* **Task description**
Below are the records; locate each line with the word "grid" and copy it.

* **Dataset records**
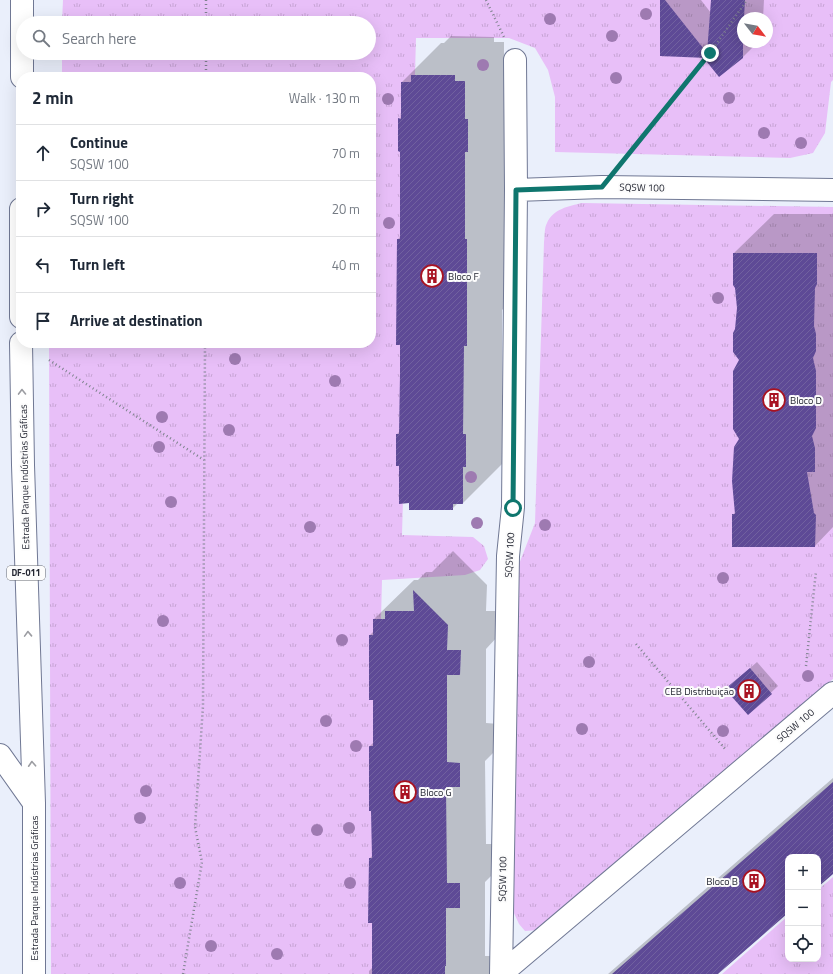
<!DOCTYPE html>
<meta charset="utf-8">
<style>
:root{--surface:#fff;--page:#f6f6f7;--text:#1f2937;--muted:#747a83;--line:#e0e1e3}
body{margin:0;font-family:"Titillium Web",sans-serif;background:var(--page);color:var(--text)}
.controls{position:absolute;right:12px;bottom:12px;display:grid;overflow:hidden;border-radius:8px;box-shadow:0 4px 16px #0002}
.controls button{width:36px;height:36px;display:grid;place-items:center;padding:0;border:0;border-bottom:1px solid var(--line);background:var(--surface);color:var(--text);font:20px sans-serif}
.compass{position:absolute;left:737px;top:12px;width:36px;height:36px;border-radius:50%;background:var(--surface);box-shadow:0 4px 16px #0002;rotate:121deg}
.stop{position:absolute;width:12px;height:12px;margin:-9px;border:3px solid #0f766e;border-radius:50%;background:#fff}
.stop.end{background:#0f766e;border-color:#fff;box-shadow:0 1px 4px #0008}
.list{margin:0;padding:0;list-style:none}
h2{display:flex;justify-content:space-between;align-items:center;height:52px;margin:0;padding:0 16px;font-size:17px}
h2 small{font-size:13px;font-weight:400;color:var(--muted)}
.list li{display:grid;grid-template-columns:26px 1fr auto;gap:12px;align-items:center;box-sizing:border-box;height:56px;padding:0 16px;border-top:1px solid var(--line)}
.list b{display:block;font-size:15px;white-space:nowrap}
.list p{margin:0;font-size:13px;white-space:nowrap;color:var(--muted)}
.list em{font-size:13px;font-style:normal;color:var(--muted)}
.icon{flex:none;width:22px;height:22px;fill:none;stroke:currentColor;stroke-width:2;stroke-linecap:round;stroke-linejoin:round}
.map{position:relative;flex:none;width:833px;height:974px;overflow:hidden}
.search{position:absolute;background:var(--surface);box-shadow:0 4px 16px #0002;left:16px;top:16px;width:360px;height:44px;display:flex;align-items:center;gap:10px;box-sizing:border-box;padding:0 14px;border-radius:22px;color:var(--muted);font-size:15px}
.panel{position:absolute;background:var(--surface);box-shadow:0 4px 16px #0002;left:16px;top:72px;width:360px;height:276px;border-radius:16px}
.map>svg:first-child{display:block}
.park{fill:url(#park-tufts);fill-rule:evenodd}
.shadow{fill:#0003}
.building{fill:url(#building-hatch)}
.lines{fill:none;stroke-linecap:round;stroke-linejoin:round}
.street-casing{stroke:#707894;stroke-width:24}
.primary-casing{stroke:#707894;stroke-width:24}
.path{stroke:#7f838f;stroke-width:2.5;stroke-dasharray:1 3;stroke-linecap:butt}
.street{stroke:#fff;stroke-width:22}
.primary{stroke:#fff;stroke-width:22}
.tree{fill:#9e7ab1}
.oneway{stroke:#9c9da2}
.route{stroke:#0f766e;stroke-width:5}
.labels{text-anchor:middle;stroke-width:4;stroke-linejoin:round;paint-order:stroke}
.shield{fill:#fcfcfc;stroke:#63666e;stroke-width:1}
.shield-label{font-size:9px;font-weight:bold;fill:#222531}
.street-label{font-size:10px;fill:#222531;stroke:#fcfcfc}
.poi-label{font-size:10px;fill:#222531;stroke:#fcfcfc;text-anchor:start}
</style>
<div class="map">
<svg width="833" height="974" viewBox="0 0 833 974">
<defs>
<pattern id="park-tufts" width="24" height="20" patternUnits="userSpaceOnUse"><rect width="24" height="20" fill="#e8bff8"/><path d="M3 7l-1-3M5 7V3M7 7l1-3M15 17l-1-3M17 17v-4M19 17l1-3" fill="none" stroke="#c7a4d5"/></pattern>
<pattern id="building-hatch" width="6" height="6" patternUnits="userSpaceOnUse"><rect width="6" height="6" fill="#5e4a96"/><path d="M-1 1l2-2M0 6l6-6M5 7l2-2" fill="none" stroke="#71619f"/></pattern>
</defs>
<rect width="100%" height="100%" fill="#eaeffb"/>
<path class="park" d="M63 0H833V80L831 82 825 133 813 153 790 158 555 152V97L548 70 535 48 509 38H416L402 535 473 537 484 546 488 559 480 570 465 575 382 580 372 974H51L49 343H371V77H62V53H369V23H62ZM743 18H767V42H743Z
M582 203 833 207V679L557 915 538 930 525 931 519 924 513 911 519 564 535 523 544 242C545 236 544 228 547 223 553 209 569 206 582 203Z
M833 877V974H722L788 916V959H818V890Z"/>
<path class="shadow" d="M661 0H701L711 13 712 0H764L763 18H743V42H758L742 58 708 57Z
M451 36 494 37V42H504V80H507L506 112 504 114V200H506V306L502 310V395H505V426L502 430V464L463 503H458L452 509 410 502 400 465 397 434 400 431 401 344 398 239 401 236V151L399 119 402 116V82L441 43H444Z
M774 214H833V527L815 546 733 515 736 511 740 439V360L736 330 738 308 736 288 734 285V253Z
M453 551 487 585 486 611H500L499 635 486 649V723L499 724V747L485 761 486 844H499V868L485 882V956H498V974H369V971L373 967V922L370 858 373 855 370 746 374 742V699L370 635 374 631V619L414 580H418L426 572H432Z
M757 662 778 686 748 714 733 683Z
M833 778V873L818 886V857H788V912L716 974H608Z"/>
<path class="building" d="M660 0H665L707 53 711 0H745L744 18H743V58L719 77 707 62V58L660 56Z
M411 75H455V81H465V119H468V152H465V239H467V346H464L463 434H466V467H463V504H453V510H409V503L399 504V466H396V434H399L400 374V345H396L397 239H400V152L398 151V118L401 119V82H411Z
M733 253H817V284L815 288 814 326 816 334V351L813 358 816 371V428L812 436 815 448V472H807L814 513 816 515 815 547H732V514H735L732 481 734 447 739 439 733 429V371L739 360 733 352V333L735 329 737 308 735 288 733 285Z
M413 590 448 625 447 650H461L460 675H447V762L460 763V787H446L447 883H460V908H446V966H445V974H372V923H368L369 858H372L371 811H369V746H373V700H369V635H373V619H385V611H414Z
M750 668 772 694 748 715 725 689Z
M833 782V874L818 887V857H788V913L718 974H612Z"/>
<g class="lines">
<g class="street-casing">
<path id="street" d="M515 60 516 190
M501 974 508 556 513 507 516 190 602 187 833 190
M501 974 833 693"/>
</g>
<g class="primary-casing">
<path id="primary" d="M22 77V0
M21 209V317
M21 343 23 465 34 803V974
M0 755 34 803"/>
</g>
<path class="path" d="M206 0V23
M486 0 504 37
M206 53V77
M623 161 710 53 747 0
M49 360 204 460
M636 644 726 750
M806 666 816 571
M183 974 202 862 195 827 203 706 205 343"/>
<use href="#street" class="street"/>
<use href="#primary" class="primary"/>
</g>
<g class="tree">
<circle cx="646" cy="14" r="6"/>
<circle cx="550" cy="19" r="6"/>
<circle cx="612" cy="36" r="6"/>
<circle cx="483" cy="65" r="6"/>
<circle cx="616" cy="78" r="6"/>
<circle cx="729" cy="98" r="6"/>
<circle cx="388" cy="99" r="6"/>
<circle cx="764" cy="133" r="6"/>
<circle cx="801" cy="143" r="6"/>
<circle cx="389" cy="223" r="6"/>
<circle cx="718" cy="298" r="6"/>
<circle cx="235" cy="359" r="6"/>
<circle cx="335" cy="381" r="6"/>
<circle cx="162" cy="417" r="6"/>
<circle cx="229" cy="430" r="6"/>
<circle cx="159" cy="447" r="6"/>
<circle cx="471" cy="477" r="6"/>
<circle cx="171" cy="502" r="6"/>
<circle cx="477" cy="523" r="6"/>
<circle cx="545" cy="525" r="6"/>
<circle cx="310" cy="527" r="6"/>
<circle cx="723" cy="578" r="6"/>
<circle cx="163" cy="621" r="6"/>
<circle cx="342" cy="640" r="6"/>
<circle cx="589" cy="662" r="6"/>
<circle cx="808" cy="676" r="6"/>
<circle cx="326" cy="721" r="6"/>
<circle cx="582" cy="729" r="6"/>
<circle cx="723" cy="731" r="6"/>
<circle cx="356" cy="746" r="6"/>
<circle cx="146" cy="791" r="6"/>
<circle cx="140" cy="818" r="6"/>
<circle cx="349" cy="828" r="6"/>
<circle cx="317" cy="830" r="6"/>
<circle cx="180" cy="883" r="6"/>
<circle cx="350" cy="883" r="6"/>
<circle cx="211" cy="946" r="6"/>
<circle cx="277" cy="954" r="6"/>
</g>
<defs><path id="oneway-chevron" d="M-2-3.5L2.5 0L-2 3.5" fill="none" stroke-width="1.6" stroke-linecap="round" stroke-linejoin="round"/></defs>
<g class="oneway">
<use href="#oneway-chevron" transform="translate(22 392) rotate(-91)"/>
<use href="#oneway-chevron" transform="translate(28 634) rotate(-92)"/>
<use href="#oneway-chevron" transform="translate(32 764) rotate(-93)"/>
</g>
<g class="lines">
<path class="route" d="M513 508 516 190 602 187 710 53"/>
</g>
<defs>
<g id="building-ring" transform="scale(1.15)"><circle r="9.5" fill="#fcfcfc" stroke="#a81221" stroke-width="1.5"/><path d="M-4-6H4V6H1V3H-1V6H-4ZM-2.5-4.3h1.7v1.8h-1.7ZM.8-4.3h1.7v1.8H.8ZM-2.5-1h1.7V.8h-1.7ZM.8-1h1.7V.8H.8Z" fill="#a81221"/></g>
</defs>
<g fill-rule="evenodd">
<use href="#building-ring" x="432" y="276"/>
<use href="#building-ring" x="774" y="400"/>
<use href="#building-ring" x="749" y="691"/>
<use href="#building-ring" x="405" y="792"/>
<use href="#building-ring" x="754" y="881"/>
</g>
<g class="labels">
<rect class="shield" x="7" y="566" width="38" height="14" rx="3"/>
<g class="shield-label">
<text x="26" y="576">DF-011</text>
</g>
<g class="street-label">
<text transform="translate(642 187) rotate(1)" y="4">SQSW 100</text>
<text transform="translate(24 477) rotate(-91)" y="4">Estrada Parque Indústrias Gráficas</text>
<text transform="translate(509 555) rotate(-87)" y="4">SQSW 100</text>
<text transform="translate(795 725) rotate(-40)" y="4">SQSW 100</text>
<text transform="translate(502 879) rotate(-89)" y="4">SQSW 100</text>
<text transform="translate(34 888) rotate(-90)" y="4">Estrada Parque Indústrias Gráficas</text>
</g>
<g class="poi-label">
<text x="448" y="280">Bloco F</text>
<text x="790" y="404">Bloco D</text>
<text x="734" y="695" text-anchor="end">CEB Distribuição</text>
<text x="420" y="796">Bloco G</text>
<text x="738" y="885" text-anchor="end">Bloco B</text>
</g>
</g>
</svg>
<div class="controls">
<button>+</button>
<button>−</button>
<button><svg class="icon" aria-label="locate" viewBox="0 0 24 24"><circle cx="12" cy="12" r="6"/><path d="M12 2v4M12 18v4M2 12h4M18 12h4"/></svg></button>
</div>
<svg class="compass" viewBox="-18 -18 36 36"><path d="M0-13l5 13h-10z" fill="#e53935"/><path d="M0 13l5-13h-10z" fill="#747a83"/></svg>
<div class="stop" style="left:513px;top:508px"></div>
<div class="stop end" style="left:710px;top:53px"></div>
<div class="search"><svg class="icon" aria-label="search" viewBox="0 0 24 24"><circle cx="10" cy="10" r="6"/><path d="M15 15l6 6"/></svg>Search here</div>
<section class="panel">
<h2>2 min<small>Walk · 130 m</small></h2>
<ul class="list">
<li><svg class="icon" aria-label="ahead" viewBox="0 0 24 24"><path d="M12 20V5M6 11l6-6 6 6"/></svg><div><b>Continue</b><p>SQSW 100</p></div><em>70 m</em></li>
<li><svg class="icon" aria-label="right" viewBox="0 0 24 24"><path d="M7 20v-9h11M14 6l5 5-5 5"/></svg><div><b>Turn right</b><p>SQSW 100</p></div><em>20 m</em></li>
<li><svg class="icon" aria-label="left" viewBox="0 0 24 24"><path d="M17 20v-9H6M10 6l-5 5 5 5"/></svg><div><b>Turn left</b></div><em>40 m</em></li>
<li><svg class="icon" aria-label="arrive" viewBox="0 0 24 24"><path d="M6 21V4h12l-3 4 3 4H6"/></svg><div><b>Arrive at destination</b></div></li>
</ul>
</section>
</div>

* **Output for this task**
.controls{position:absolute;right:12px;bottom:12px;display:grid;overflow:hidden;border-radius:8px;box-shadow:0 4px 16px #0002}
.controls button{width:36px;height:36px;display:grid;place-items:center;padding:0;border:0;border-bottom:1px solid var(--line);background:var(--surface);color:var(--text);font:20px sans-serif}
.list li{display:grid;grid-template-columns:26px 1fr auto;gap:12px;align-items:center;box-sizing:border-box;height:56px;padding:0 16px;border-top:1px solid var(--line)}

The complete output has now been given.